After all, Wall Street English is one of the top adult English language training names worldwide, with more than 400 centers across 27 countries. Surely you can’t lead the market expansion of a brand like this without some prior experience in the educational sector?
No, we answer. We’re looking for business partners with market knowledge and a thirst for growth. Partners who are interested in building a profitable business based on a global brand. Who value the availability of back-office support to build sales.
If that sounds a bit like the description of an IT channel partner, then it’s no coincidence. For the last 45 years, Wall Street English has been building one of the most successful English language training business models in the sector. And it looks uncannily like an IT company.
Take our product, English courses. Some companies in our sector push handbooks and learning guides, a ‘hardware’-based approach. Others focus on software: learning programs and apps, for example. Still others opt for face-to-face teaching, a service-based model.
We’ve found that the optimum experience demands a mix of all three, similar to the way IT companies began packaging hardware, software and services into fully rounded ‘solutions’ from the 1980s onwards.
Within this approach, we place a significant emphasis on innovation. Our unique teaching methodology has been tweaked and refined over the years, building on the experience of more than 1.5 million customers.
Innovation isn’t just built into our teaching methodology, but also into our entire business model.
We have created a ‘business in a box’ which our in-country commercial partners can roll out and scale up rapidly, essentially emulating today’s software-as-a-service trend but applied to a learning environment.
That is why we don’t ask for educational experience when we talk to potential in-country partners. Our courses are our proprietary intellectual property, and we don’t need people to replicate it. Instead, we want people who can help us deliver it to new markets.

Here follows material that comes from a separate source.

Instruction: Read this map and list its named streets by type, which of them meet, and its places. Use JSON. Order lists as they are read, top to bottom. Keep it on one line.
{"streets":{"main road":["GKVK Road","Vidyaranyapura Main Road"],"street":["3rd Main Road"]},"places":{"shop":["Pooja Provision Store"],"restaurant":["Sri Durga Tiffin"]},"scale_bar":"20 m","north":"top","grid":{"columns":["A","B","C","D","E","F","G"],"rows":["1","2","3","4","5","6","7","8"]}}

We are not the first to apply this very Silicon Valley-like business model to an industry outside of IT, of course.
Increasingly, other companies are disrupting their markets with similar approaches: take Tesla in the automotive sector, for instance, or Uber in transportation. However, such models have been slow to arrive in education. On reflection, this is surprising.
A tech-styled approach to language teaching yields considerable benefits for learners and for the companies providing the training.

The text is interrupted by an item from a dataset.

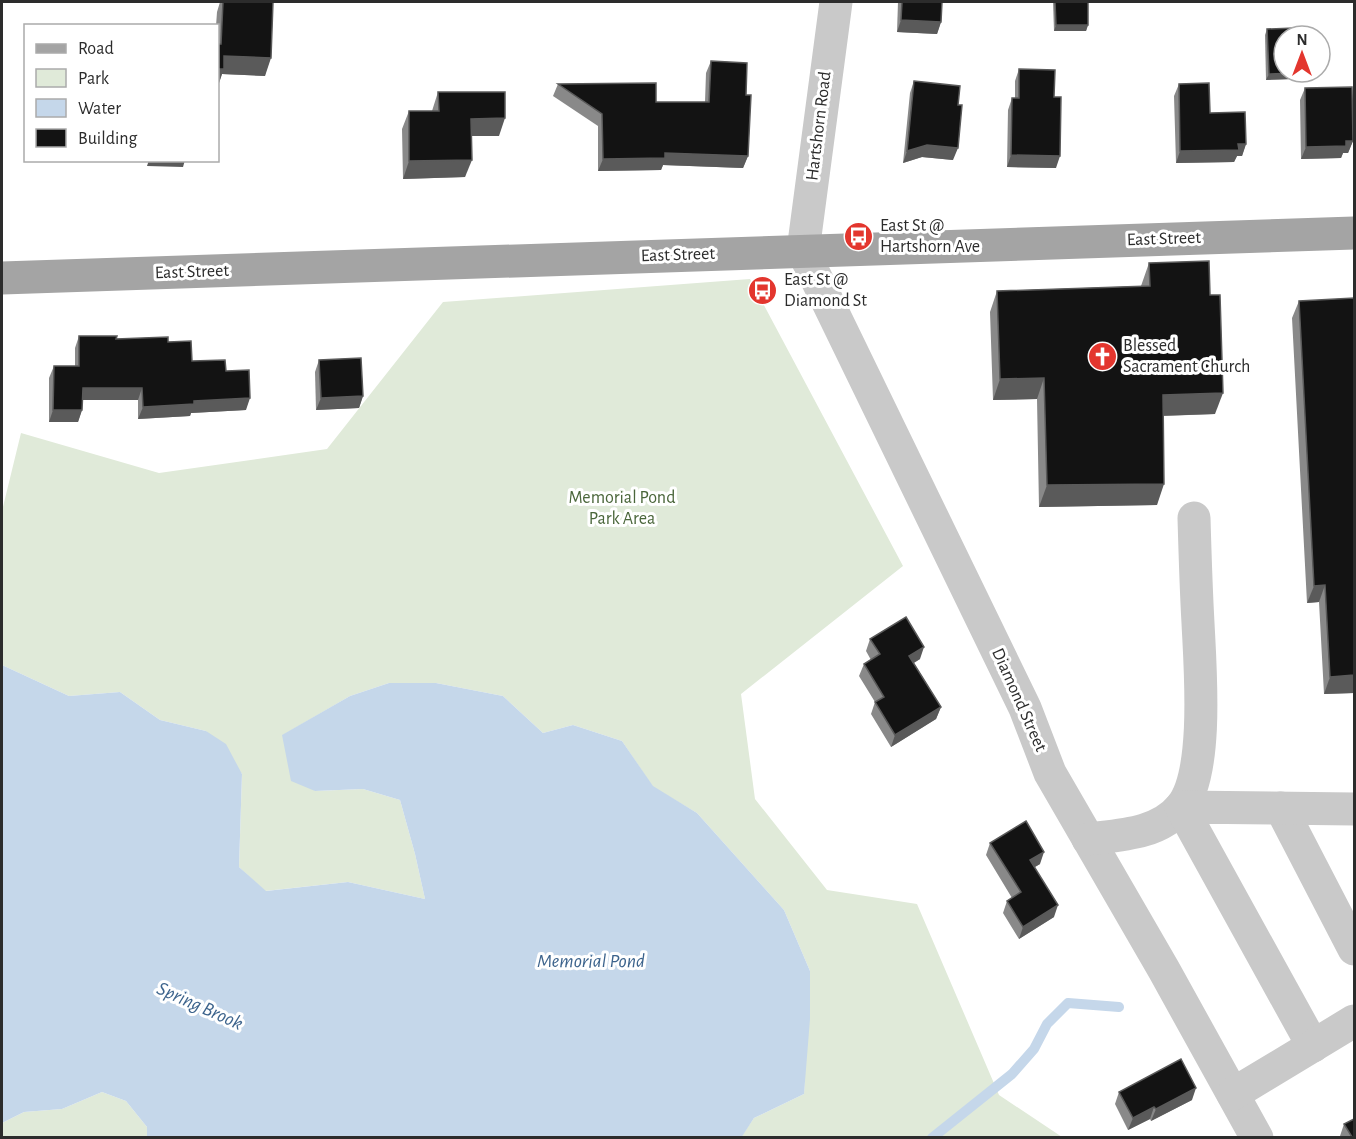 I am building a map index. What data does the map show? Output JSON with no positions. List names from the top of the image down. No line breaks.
{"streets":{"main road":["East Street"],"street":["Hartshorn Road","Diamond Street"]},"crossings":[["Hartshorn Road","East Street"],["Hartshorn Road","Diamond Street"],["East Street","Diamond Street"]],"water":["Memorial Pond","Spring Brook"],"parks":["Memorial Pond Park Area"],"places":{"bus stop":["East St @ Hartshorn Ave","East St @ Diamond St"],"church":["Blessed Sacrament Church"]},"legend":["Road","Park","Water","Building"],"north":"top"}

Learners get a curriculum that is continuously updated to incorporate the latest best practice, and makes best use of new technologies to maximize results.

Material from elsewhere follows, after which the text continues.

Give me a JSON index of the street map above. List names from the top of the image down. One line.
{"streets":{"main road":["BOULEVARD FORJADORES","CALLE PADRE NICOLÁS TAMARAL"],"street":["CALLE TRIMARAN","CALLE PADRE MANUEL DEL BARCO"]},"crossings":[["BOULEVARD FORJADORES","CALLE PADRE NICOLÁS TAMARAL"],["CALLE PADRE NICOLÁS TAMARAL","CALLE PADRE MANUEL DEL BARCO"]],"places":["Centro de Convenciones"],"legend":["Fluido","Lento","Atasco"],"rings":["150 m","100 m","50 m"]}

Companies, meanwhile, are able to make good margins on competitively priced, high-quality teaching, because they do not have to invest in developing and building the business from scratch. Our model offers a 35% annual return on investment.
The value of our approach is reflected in the value of our business: in November 2017, Pearson sold Wall Street English for $300 million to a consortium consisting of funds affiliated with Baring Private Equity Asia and CITIC Capital.
Both companies have an eye for what constitutes a successful business. Baring Private Equity Asia had sales of approximately $35 billion in 2016, while CITIC Capital manages over $22 billion of capital across 100 funds and investment products.
In acquiring Wall Street English, they are not looking to make changes to our business. Quite the opposite. Like us, they can see our model works and are simply aiming to help us scale it further.